No, I clearly said ’50’.
When did this change? No one said anything about it in the meeting yesterday.
Harold said he was taking care of that.
No one read the email…. completely.
Since when do we have to fill out that form?
Can I go home now?
Seriously, is there anything more frustrating than finding out some key person didn’t get the memo (or… more likely… didn’t read it?)

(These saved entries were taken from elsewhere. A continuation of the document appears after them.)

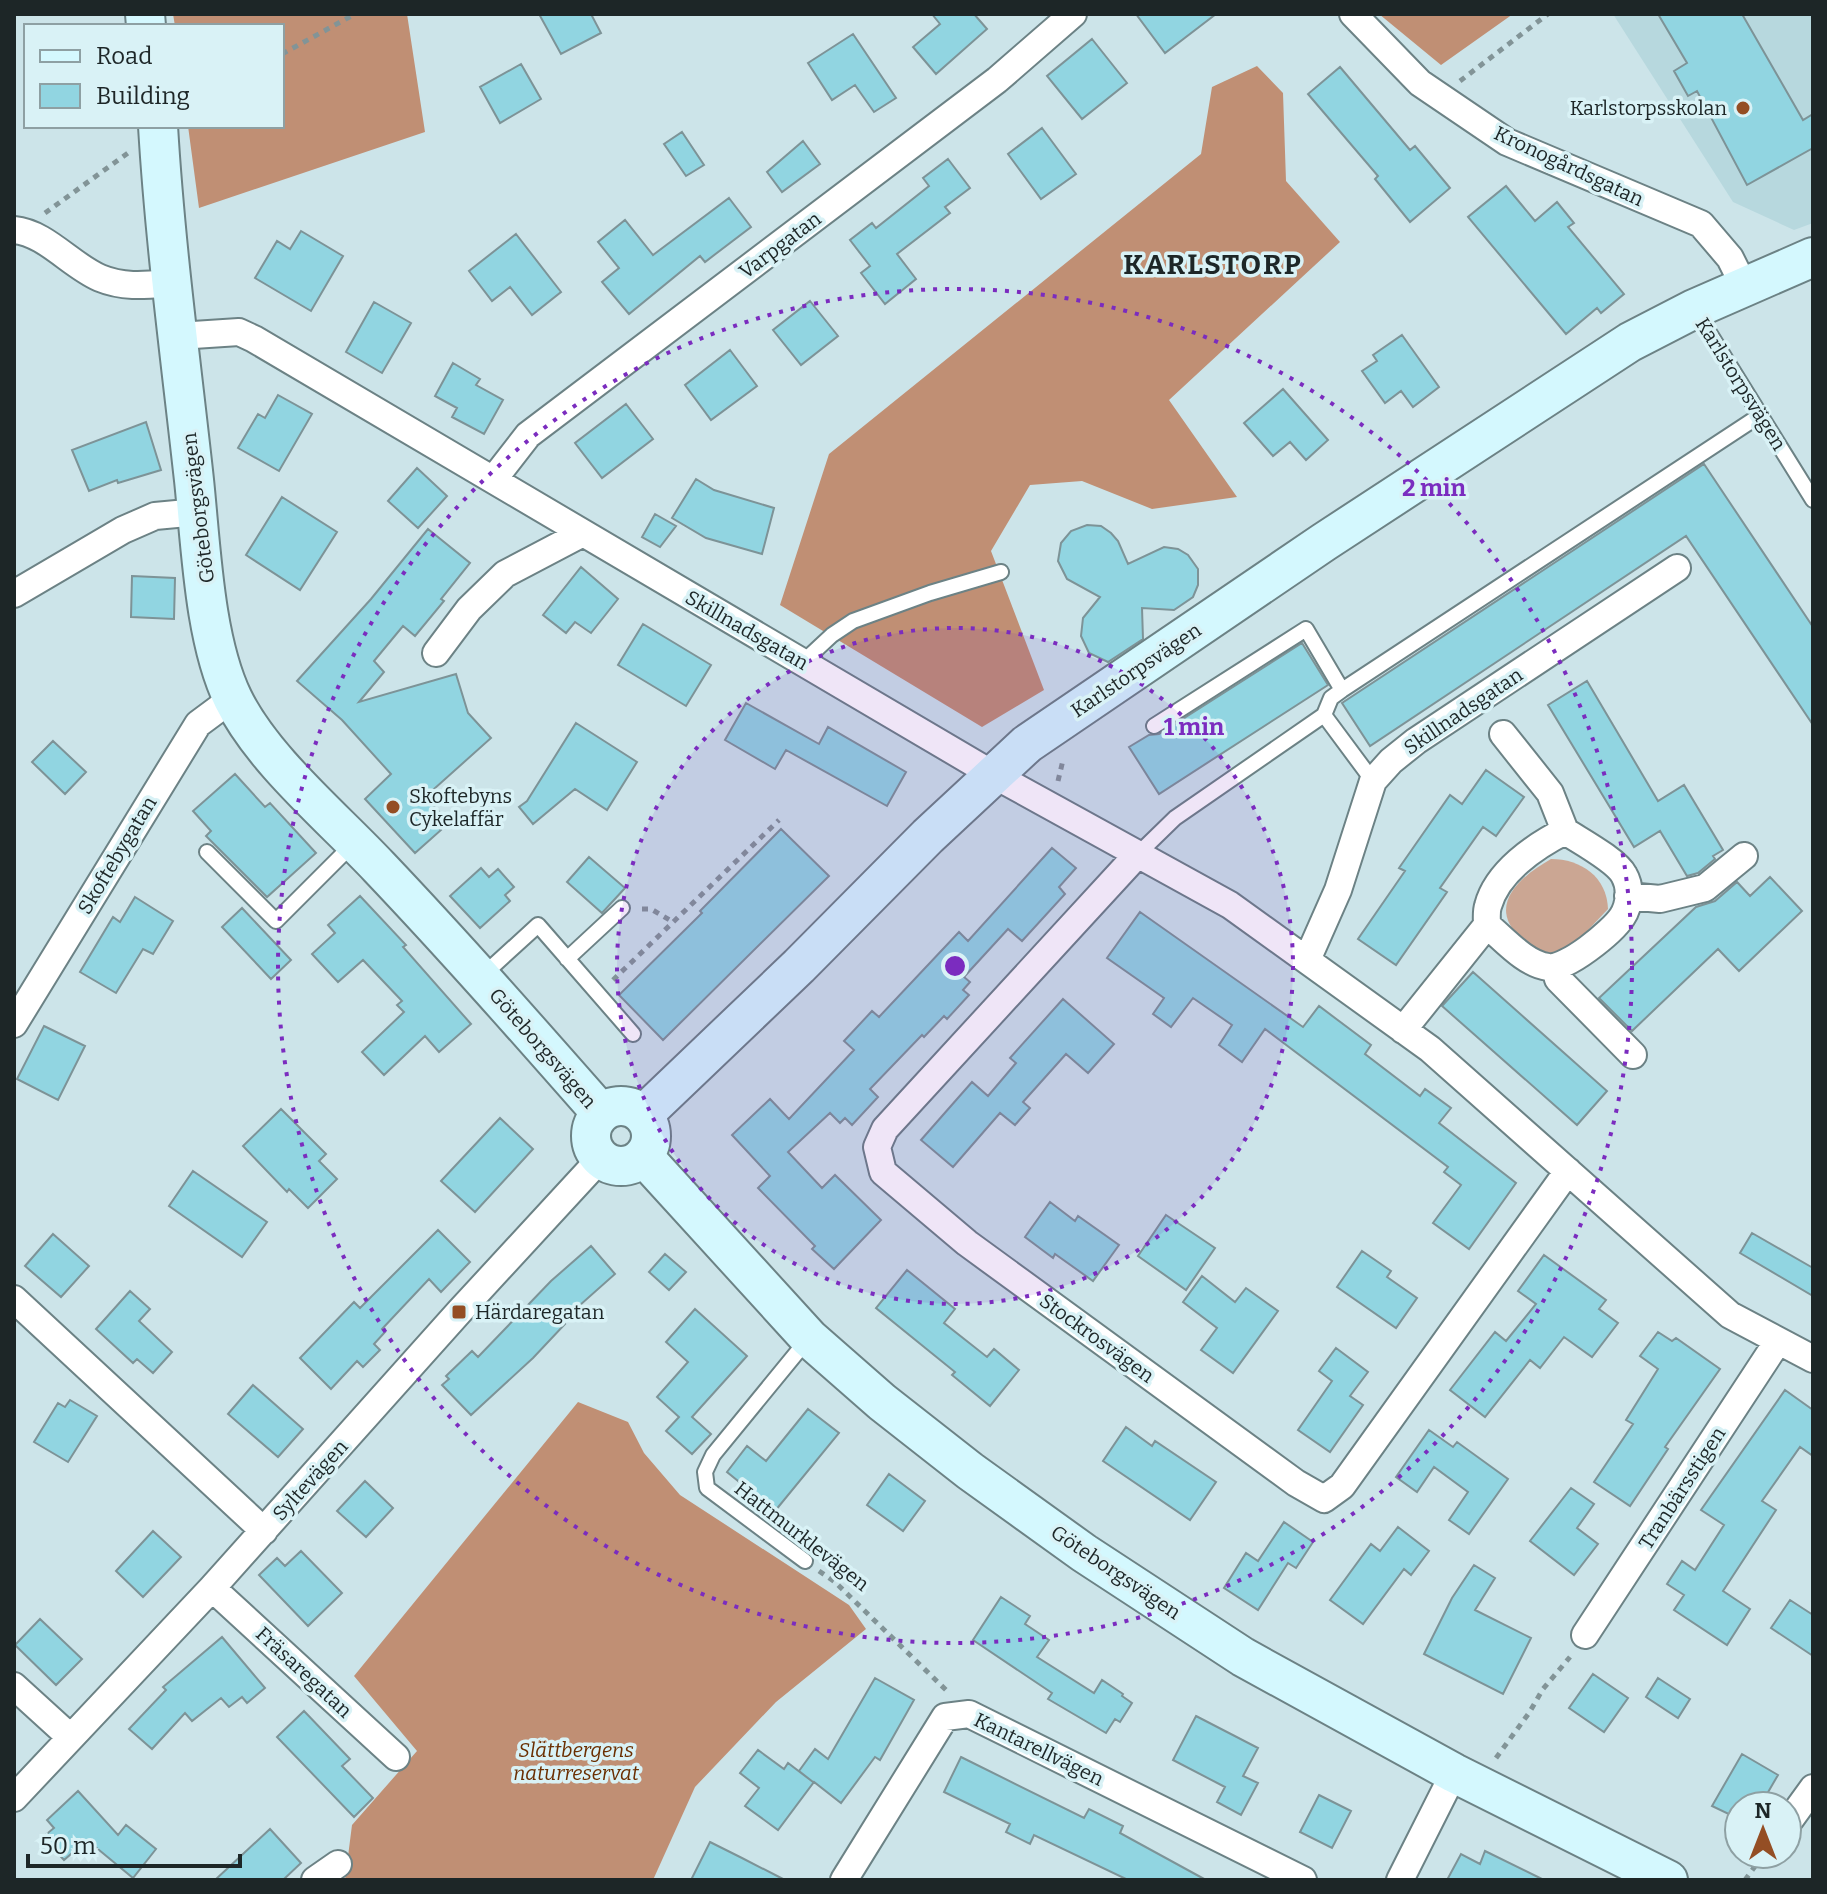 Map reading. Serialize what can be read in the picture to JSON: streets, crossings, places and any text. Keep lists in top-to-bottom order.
{
  "streets": {
    "street": [
      "Kronogårdsgatan",
      "Varpgatan",
      "Karlstorpsvägen",
      "Göteborgsvägen",
      "Skillnadsgatan",
      "Skoftebygatan",
      "Stockrosvägen",
      "Syltevägen",
      "Tranbärsstigen",
      "Fräsaregatan",
      "Kantarellvägen"
    ],
    "lane": ["Hattmurklevägen"]
  },
  "crossings": [
    ["Kronogårdsgatan", "Karlstorpsvägen"],
    ["Varpgatan", "Skillnadsgatan"],
    ["Karlstorpsvägen", "Göteborgsvägen"],
    ["Karlstorpsvägen", "Skillnadsgatan"],
    ["Karlstorpsvägen", "Syltevägen"],
    ["Göteborgsvägen", "Skillnadsgatan"],
    ["Göteborgsvägen", "Skoftebygatan"],
    ["Göteborgsvägen", "Syltevägen"],
    ["Göteborgsvägen", "Hattmurklevägen"],
    ["Skillnadsgatan", "Stockrosvägen"],
    ["Skillnadsgatan", "Tranbärsstigen"],
    ["Syltevägen", "Fräsaregatan"],
    ["Hattmurklevägen", "Kantarellvägen"]
  ],
  "districts": ["KARLSTORP"],
  "parks": ["Slättbergens naturreservat"],
  "places": {
    "other": ["Karlstorpsskolan", "Skoftebyns Cykelaffär"],
    "transit": ["Härdaregatan"]
  },
  "legend": ["Road", "Building"],
  "scale_bar": "50 m",
  "north": "top",
  "rings": ["2 min", "1 min"]
}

Communication is your secret weapon (sshh don’t tell anyone!) Communication is your multi-purpose Swiss knife for instructing, motivating, correcting and ….simply sharing key information that constantly changes. Your critical mission is to get the right message to the right person at the right time.
And that person has to receive the message, or at least acknowledge receipt.
The first thing is, you need to recognize that information flows that work are like good commercial campaigns: the benefits are felt, the message is repeated through multiple channels. Seldom is anyone ADD, ADHD or OTL (Out to Lunch) getting the message the first time, unless you’re handing out juicy raises.
That’s where Don Draper comes in. The ad man. Effective flow of information is about the campaign, not the email, not the meeting, not the newsletter. And Don didn’t have to deal with a multilingual, multicultural workforce and global market. You do.
If you’d like to spend less time frustrated, or even be the hero, change the way you think about information flow and it will change.
3 Messaging tips from Don Draper:
1. Put a big goal or directive in your email signature.
Here’s one from real-life:
“Let’s work together to meet our strategic planning goal – to be in the top 25 among academic medical centers for reputation, quality, service, efficiency and financial performance by 2015 – and to continue excellence in our research and education missions”
That’s in each email from Dr. Etta Pisano, VP for Medical Affairs and Dean of the College of Medicine at the Medical University of South Carolina. I’ve never met her, but I know what her top priority is.
You have my permission to put something less lofty as your Big Hairy Goal, but this is a nice example.
2. Assign a sponsor to a message.
Yep. A new role. Sounds cool, message sponsor. Give that person some rope and you should get a nice message campaign. Your message sponsor can do things like make signs, tweet, write letters, start a blog, print t-shirts…. you might be surprised at the level of creativity.
Accountability in action.
3. “Make it simple, but significant.”
Yep, that’s a DD quote and yes I am aware that he’s a fictional character. But like all great fictional characters, we identify with this brilliant but deeply-flawed man.
Many times messages are lost because they confuse. This is especially true with emails. Just like the confused prospect never buys, seldom do employees act on confusing messages.
Put some time into editing down your emails. Put the benefit in the subject line. Keep it short and use plenty of white space.
Done. Now you’re it. What’s your best tip for information flows?